2) It would be nice to add some poor countries we don’t consider failed states on that slide too, so one could see the overlap in terms of descriptors.
3) It’s hard ot know to what extent some of the descriptors are really inherent properties of failed states versus predictors of likely failure. For example, I imagine having organized groups and co-operation between them is going to be much harder in a failed state than otherwise, but you can imagine that countries that are temporarily like this might not have this problem (i.e., they’ll be one of the first things to get fixed), so it might be some other property that leads to this, rather than this property leading to failure.
4) I imagine population pressures contribute a lot to failed states (and not just birth rate as you mentioned, but overall density), since in sparsely populated regions, there simply isn’t so much reason to fight and destroy yourself.

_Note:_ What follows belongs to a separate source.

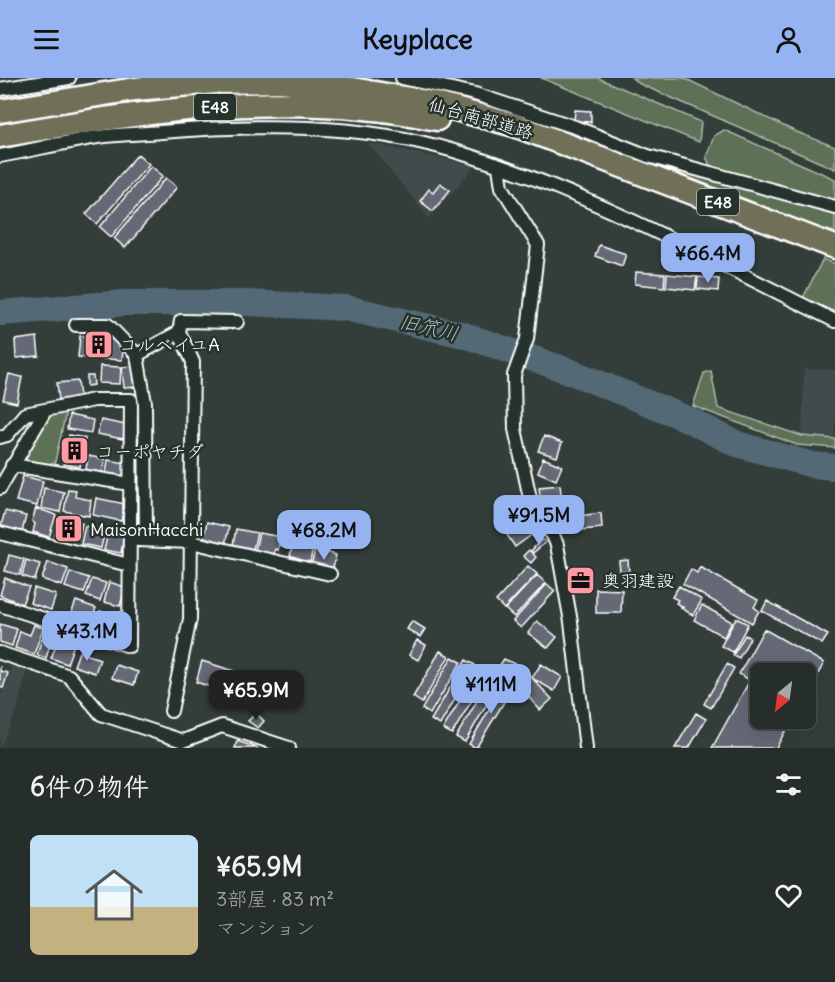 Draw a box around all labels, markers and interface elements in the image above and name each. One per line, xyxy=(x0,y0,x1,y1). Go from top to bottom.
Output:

Alternatively, in very densely populated regions, there is.
Hi Conrad,
yes, all good points and many of them came up in the discussion.
1. As you say, this is about labels and I chose to define failing states via the lack of a monopoly of violence and the absence of a functioning public good provision. This means several countries were or are not yet failing states. Iraq pre invasion comes to mind. North Korea is surely a pest to its neighbours and as such is failing from their point of view, but it does not really match the notion of a region without a functioning state because, as you say, the center is very much in charge. So North Korea goes in another basket. Yet, a place like Pakistan does get close.
2. Yes, many poor places like Sri Lanka or Birma that one really should not see as failed states.
3. Sure, one could argue that, say, Turkey was a failed state just after the collapse of the Ottoman Empire but that it was never going to take long for them to reorganise and that it hence should not even in its collapsed state be termed a failed one. Still, its too hard and too ambitious to try and define states in terms of things they might or might not be moving towards. To some extent though, the term failing state is just a label of convenience to describe a particular set of countries we the West now have issues with. So it is really more that set (Mali, Afghanistan, Somalia, etc.) that determines what should be in the definition rather than the other way around.
4. Yes, many parts of the discussion were about your implicit proposition that several countries are in a Malthuisian trap wherein people are so poor due to population pressure that cooperation breaks down and it becomes a free-for-all. I am ambiguous on this point because a lot of the countries concerned are in fact very sparcely populated: Somalia has just 10 million people in a huge area. Surely they could feed several times that with better technology. Same holds for Afghanistan. Hence, whilst population pressure is surely in the mix I would primarily see the problems they have as an issue of human organisation rather than that they are at some hard technological constraint.